PROVIDED RECORDS –
- - -

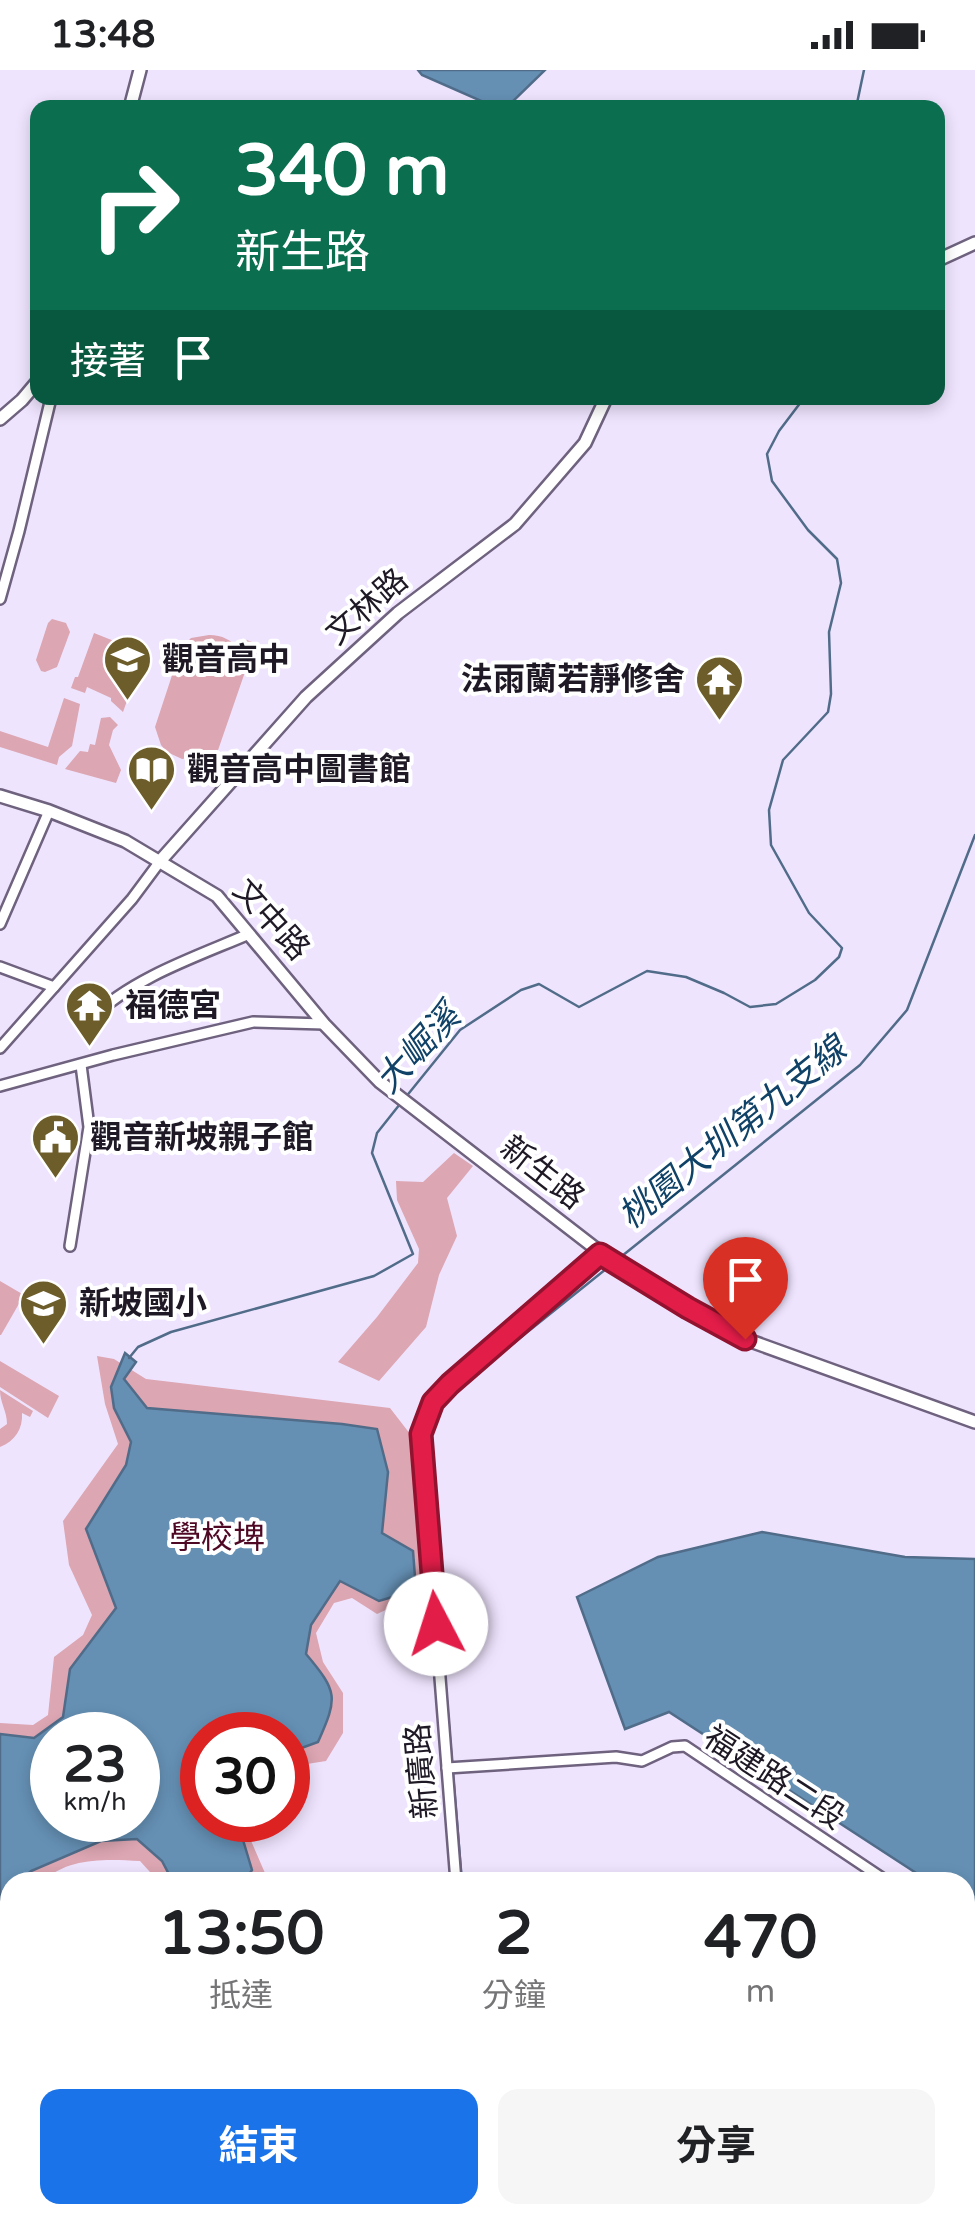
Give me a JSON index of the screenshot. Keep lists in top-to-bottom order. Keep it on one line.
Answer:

- - -

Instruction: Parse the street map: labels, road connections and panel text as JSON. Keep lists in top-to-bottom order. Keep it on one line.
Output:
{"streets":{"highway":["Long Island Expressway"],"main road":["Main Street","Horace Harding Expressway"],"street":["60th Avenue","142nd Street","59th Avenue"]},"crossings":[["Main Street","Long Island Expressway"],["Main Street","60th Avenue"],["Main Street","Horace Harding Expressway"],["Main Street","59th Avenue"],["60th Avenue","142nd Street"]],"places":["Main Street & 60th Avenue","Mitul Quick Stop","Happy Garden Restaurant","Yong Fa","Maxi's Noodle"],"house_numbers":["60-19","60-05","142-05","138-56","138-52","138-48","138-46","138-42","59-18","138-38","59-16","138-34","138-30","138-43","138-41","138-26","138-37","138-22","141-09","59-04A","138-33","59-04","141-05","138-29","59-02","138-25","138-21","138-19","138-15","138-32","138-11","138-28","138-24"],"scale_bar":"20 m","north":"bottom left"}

- - -

EXERCISE PROMPT – Tally up the lines above in which "order" occurs. Give the result as a bare number.

RESPONSE TO THIS TASK – 2